→ **Problem details**
Exactly as written, output the lines below starting from the first and ending with the line that contains "position:relative; flex:1; overflow:hidden"; omit pictures.

[Opening Exercise data section]

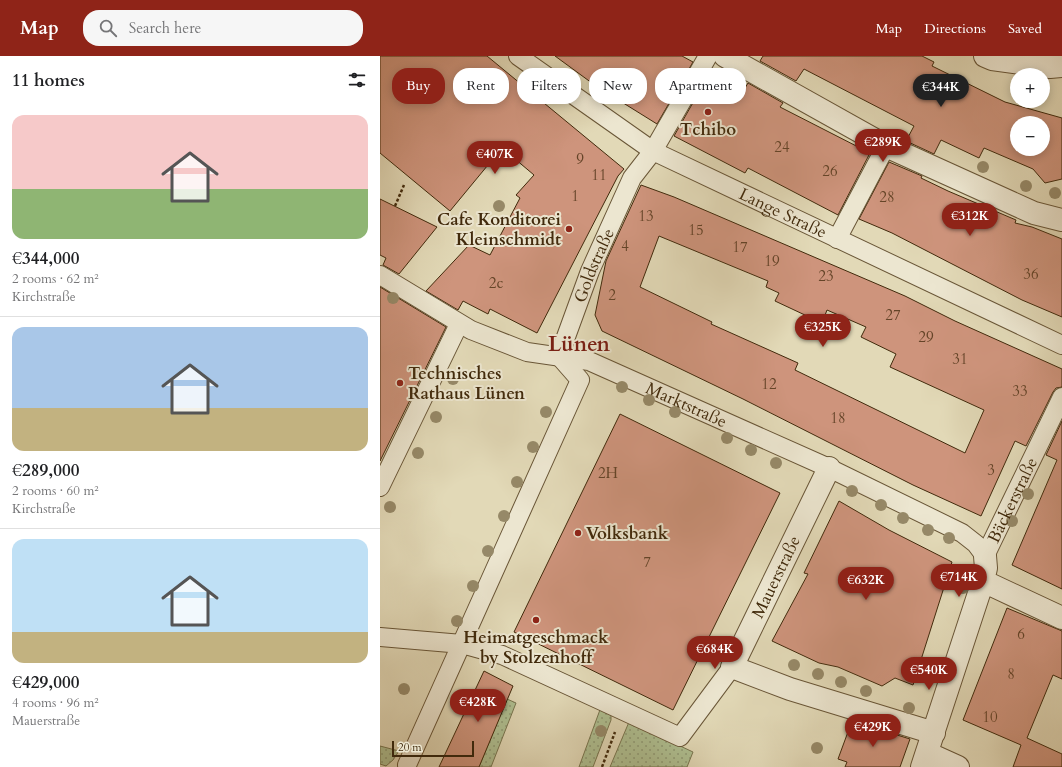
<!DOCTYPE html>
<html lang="en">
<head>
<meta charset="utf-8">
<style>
	:root { --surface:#fff; --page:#f6f6f6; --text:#202124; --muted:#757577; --line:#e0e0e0; --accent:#8f2418 }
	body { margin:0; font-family:Cardo,serif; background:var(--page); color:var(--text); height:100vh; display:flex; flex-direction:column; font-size:15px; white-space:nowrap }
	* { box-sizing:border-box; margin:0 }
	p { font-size:13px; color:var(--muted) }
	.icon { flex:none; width:22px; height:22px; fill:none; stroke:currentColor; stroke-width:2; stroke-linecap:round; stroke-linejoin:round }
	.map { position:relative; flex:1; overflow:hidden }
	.details { display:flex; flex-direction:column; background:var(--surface); width:380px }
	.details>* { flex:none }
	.guide { position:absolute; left:12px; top:12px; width:380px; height:36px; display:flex; gap:8px }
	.buttons { position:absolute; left:630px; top:12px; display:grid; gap:8px }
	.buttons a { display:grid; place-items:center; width:40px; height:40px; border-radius:50%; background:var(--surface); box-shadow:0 2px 10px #0003; font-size:20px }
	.scale { position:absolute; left:12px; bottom:10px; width:82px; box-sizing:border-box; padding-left:4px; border:2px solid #412a0c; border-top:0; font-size:11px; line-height:14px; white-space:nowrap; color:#412a0c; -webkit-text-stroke:3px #ece6d0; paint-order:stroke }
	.price { position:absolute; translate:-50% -34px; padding:0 9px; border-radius:14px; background:var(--accent); color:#fff; font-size:13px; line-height:26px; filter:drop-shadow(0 1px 2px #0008) }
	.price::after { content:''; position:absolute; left:50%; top:24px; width:12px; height:9px; margin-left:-6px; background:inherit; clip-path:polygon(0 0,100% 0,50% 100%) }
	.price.selected { background:#222; color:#fff }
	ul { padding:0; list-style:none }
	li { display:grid; align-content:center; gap:8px; height:212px; padding:0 12px }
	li+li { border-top:1px solid var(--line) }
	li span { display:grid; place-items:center; height:124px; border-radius:12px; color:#555 }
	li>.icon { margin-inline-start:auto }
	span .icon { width:72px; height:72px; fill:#fffc; stroke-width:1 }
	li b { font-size:17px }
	h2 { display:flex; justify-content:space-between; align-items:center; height:48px; padding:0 12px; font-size:17px }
	.pill { padding:0 14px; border-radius:16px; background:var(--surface); box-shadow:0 2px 10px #0003; font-size:14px; line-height:36px }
	.pill.selected { background:var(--accent); color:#fff }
	header { display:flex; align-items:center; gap:24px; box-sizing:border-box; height:56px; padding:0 20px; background:var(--accent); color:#fff }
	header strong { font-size:19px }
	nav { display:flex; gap:22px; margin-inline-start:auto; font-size:14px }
	.search { width:280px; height:36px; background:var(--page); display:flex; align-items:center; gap:10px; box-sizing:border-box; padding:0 14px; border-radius:16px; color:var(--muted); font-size:15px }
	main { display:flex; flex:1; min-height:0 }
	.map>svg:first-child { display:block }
	.grass { fill:url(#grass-dots); stroke:#78754f }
	.building { fill:#ce947c; stroke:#412a0c; fill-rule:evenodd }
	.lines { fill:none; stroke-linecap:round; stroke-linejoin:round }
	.pedestrian-casing { stroke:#695637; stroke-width:20 }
	.minor-casing { stroke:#695637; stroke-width:24 }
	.path { stroke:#412a0c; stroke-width:2.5; stroke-dasharray:3 2; stroke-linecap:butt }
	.pedestrian { stroke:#ece6d0; stroke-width:18 }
	.minor { stroke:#ece6d0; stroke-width:22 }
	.tree { fill:#968968 }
	.poi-dot { fill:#8f2418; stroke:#ece6d0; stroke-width:1.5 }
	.labels { text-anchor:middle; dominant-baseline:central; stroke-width:4; stroke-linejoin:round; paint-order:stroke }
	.number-label { font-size:15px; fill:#644428 }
	.poi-label { font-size:17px; font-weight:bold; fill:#412a0c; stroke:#ece6d0 }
	.street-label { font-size:17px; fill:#412a0c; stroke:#ece6d0 }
	.district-label { font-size:21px; font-weight:bold; fill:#7a1f14; stroke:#ece6d0 }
</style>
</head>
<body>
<header>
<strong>Map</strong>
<div class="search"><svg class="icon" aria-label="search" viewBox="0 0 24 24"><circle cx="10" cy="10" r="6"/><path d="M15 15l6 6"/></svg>Search here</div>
<nav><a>Map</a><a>Directions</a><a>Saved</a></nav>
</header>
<main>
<section class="details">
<h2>11 homes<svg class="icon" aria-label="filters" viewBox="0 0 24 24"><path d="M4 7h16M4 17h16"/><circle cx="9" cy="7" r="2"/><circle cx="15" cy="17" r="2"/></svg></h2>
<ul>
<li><span style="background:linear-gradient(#f6c9c9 60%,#8fb573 0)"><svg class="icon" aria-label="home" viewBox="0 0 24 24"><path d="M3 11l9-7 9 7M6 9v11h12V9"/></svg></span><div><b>€344,000</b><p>2 rooms · 62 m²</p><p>Kirchstraße</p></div></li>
<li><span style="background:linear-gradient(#a9c7e8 65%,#c2b280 0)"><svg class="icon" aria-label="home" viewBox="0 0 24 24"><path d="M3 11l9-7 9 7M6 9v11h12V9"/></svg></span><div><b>€289,000</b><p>2 rooms · 60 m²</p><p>Kirchstraße</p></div></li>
<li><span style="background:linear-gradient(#bfe0f5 75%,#c2b280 0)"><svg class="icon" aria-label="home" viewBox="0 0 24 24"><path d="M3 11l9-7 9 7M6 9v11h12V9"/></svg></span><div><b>€429,000</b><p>4 rooms · 96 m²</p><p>Mauerstraße</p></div></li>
</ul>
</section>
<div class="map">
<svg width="682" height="711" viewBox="0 0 682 711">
	<defs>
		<pattern id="grass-dots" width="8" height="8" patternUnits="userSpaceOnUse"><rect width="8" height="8" fill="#afc092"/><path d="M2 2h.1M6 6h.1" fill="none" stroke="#909c76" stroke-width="1.8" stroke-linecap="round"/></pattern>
	</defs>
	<rect width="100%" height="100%" fill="#e2d9b7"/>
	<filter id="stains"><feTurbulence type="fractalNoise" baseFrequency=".005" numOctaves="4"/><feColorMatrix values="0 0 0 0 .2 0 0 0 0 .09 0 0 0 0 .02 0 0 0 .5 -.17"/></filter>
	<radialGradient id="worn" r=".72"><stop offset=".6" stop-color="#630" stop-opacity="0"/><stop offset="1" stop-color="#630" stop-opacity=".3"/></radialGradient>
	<path class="grass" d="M127,643l9,4 -25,64h-12z
		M221,651l10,5v8l-18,47h-14z
		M249,666l64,30 -6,15h-77z
		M0,690l19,5 -6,9 -7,6 -6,-2z"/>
	<path class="building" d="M0,0h107l137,113 -6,7 -81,157 -47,-24 -2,5 -25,-13 -5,9 -32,-19 43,-46 21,10 30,-57 -4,-3 18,-20 -32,-27 -52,63 -70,-58z
		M175,0h127l11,6 -36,62 -61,-38z
		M383,0h159l12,6 -2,4 73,36 57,16v61l-17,4 -12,-14 -49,-21 -5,10 -38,-18 -7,14 -28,-13 8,-15 -110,-57 -8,12 -36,-20zM637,67h26v26h-26z
		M331,15l34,17 3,-5 35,20 -3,4 90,46 -32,62 -90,-47 -3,5 -71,-37z
		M509,106l33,14 -1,2 27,13 68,29 -1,3 17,4 30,12v78l-40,-17 -130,-67 -33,-14z
		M261,129l33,12 231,99 50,25 107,48v18l-6,1 -3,4 -27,54 -11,-5 -34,75 -68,-31 -170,-86 -141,-68 -7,-16 11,-54zM279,180l109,45 -2,6 13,6 -4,8 47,22 5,-13 39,17 -5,10 35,17 -6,13 94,43 -19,43 -170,-83 3,-7 -87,-39 1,-2 -72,-35z
		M0,143l57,28 -38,47 -16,-9 3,-7 -6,-3z
		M0,231l66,40 -66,134z
		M240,358l160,79 -107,217 -159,-78z
		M682,365v168l-50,-24 45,-105 -11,-5z
		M459,445l50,29 63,32 -39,123 -18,-7 -13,8 -44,-19 -19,-4 -47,-22 36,-67 -4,-1z
		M627,552l55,23v48l-9,-4 -26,63 35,16v13h-49l8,-22 -58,-25z
		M104,615l29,15 -34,81h-40z
		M472,665l58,18 -10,28h-55l2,-5 -9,-3z"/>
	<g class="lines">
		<g class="pedestrian-casing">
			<g id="pedestrian">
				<path id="s1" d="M138,0l135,95 409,194"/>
				<path d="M457,183l49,-93"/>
				<path id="s2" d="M0,219l91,55 56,22 62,9 240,107 133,65 14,11 9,12 77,-159"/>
				<path d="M0,431l79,-163"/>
				<path d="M0,581l82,7 40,11 178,82 52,-70"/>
				<path id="s3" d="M27,709l173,-385 -21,-24 31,-85 42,-93 21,-27 55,-95"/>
			</g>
		</g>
		<g class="minor-casing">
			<path id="minor" d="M345,0l161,90 148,67 28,7
				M605,0l7,3 58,8 12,-1
				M449,412l-97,199 58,22 144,44
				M603,525l79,37
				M547,697l31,14
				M542,711l61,-186 3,-13 -1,-12"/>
		</g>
		<path class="path" d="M15,150l9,-21
			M222,711l13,-35"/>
		<use href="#pedestrian" class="pedestrian"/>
		<use href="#minor" class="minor"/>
	</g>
	<g class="tree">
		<circle cx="603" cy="111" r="6"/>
		<circle cx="646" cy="130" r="6"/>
		<circle cx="675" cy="137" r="6"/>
		<circle cx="119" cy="150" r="6"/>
		<circle cx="13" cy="242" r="6"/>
		<circle cx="73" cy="323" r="6"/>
		<circle cx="242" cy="331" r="6"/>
		<circle cx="269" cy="344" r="6"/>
		<circle cx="166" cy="356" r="6"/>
		<circle cx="295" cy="356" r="6"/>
		<circle cx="56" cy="361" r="6"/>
		<circle cx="347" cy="382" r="6"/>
		<circle cx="153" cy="391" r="6"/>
		<circle cx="371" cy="394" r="6"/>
		<circle cx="38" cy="397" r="6"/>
		<circle cx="396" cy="407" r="6"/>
		<circle cx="137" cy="426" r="6"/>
		<circle cx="472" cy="435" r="6"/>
		<circle cx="648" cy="438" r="6"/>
		<circle cx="501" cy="449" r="6"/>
		<circle cx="10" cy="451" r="6"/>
		<circle cx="124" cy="460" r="6"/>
		<circle cx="523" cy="462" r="6"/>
		<circle cx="632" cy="465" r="6"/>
		<circle cx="548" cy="474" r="6"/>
		<circle cx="569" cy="482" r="6"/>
		<circle cx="108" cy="495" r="6"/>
		<circle cx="93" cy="530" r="6"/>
		<circle cx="583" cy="532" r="6"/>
		<circle cx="77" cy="565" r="6"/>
		<circle cx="414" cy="609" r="6"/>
		<circle cx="438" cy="618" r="6"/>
		<circle cx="550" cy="622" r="6"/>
		<circle cx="461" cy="626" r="6"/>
		<circle cx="24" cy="633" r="6"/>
		<circle cx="486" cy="635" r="6"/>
		<circle cx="529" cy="652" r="6"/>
		<circle cx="221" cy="675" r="6"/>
		<circle cx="437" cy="692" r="6"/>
	</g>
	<g class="poi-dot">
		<circle cx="328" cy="56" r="4"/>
		<circle cx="189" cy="173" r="4"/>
		<circle cx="20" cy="327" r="4"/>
		<circle cx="198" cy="477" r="4"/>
		<circle cx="156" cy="564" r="4"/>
	</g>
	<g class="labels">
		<g class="number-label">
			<text x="402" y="91">24</text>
			<text x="200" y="103">9</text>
			<text x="450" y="115">26</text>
			<text x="219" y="119">11</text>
			<text x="195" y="140">1</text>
			<text x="507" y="141">28</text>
			<text x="266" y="160">13</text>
			<text x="316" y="174">15</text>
			<text x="245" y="190">4</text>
			<text x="360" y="191">17</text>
			<text x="392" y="205">19</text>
			<text x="651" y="218">36</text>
			<text x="446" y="220">23</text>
			<text x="116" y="227">2c</text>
			<text x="232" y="239">2</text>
			<text x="513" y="259">27</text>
			<text x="546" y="281">29</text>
			<text x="580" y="303">31</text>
			<text x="389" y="328">12</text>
			<text x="640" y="335">33</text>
			<text x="458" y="362">18</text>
			<text x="611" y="414">3</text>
			<text x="228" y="417">2H</text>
			<text x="267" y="506">7</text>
			<text x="641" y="578">6</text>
			<text x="631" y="618">8</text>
			<text x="610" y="661">10</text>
		</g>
		<g class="poi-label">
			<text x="328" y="73">Tchibo</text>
			<text x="181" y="163" text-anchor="end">Cafe Konditorei<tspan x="181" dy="20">Kleinschmidt</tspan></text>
			<text x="28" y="317" text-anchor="start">Technisches<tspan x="28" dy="20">Rathaus Lünen</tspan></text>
			<text x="206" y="477" text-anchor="start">Volksbank</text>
			<text x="156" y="581">Heimatgeschmack<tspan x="156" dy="20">by Stolzenhoff</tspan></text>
		</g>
		<g class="street-label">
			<text stroke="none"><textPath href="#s1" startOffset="309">Lange Straße</textPath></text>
			<text stroke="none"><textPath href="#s3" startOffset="551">Goldstraße</textPath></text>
			<text stroke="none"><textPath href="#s2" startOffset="336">Marktstraße</textPath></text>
			<text stroke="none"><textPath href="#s2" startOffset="735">Bäckerstraße</textPath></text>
			<text transform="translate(396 521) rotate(-64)">Mauerstraße</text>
		</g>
		<g class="district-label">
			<text x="199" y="288">Lünen</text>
		</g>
	</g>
	<rect width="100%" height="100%" filter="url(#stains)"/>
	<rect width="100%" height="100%" fill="url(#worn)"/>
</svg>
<div class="buttons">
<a>+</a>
<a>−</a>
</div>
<div class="scale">20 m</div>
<b class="price selected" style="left:561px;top:52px">€344K</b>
<b class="price" style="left:503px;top:107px">€289K</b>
<b class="price" style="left:115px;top:119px">€407K</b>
<b class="price" style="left:590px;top:181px">€312K</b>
<b class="price" style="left:443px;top:292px">€325K</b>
<b class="price" style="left:579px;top:542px">€714K</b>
<b class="price" style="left:486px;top:545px">€632K</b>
<b class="price" style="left:335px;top:614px">€684K</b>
<b class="price" style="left:549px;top:635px">€540K</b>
<b class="price" style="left:98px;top:667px">€428K</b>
<b class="price" style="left:493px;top:692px">€429K</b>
<div class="guide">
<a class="pill selected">Buy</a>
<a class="pill">Rent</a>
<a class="pill">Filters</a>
<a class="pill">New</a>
<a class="pill">Apartment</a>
</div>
</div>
</main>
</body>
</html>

[Closing Exercise data section]

→ **Completed task**
<!DOCTYPE html>
<html lang="en">
<head>
<meta charset="utf-8">
<style>
	:root { --surface:#fff; --page:#f6f6f6; --text:#202124; --muted:#757577; --line:#e0e0e0; --accent:#8f2418 }
	body { margin:0; font-family:Cardo,serif; background:var(--page); color:var(--text); height:100vh; display:flex; flex-direction:column; font-size:15px; white-space:nowrap }
	* { box-sizing:border-box; margin:0 }
	p { font-size:13px; color:var(--muted) }
	.icon { flex:none; width:22px; height:22px; fill:none; stroke:currentColor; stroke-width:2; stroke-linecap:round; stroke-linejoin:round }
	.map { position:relative; flex:1; overflow:hidden }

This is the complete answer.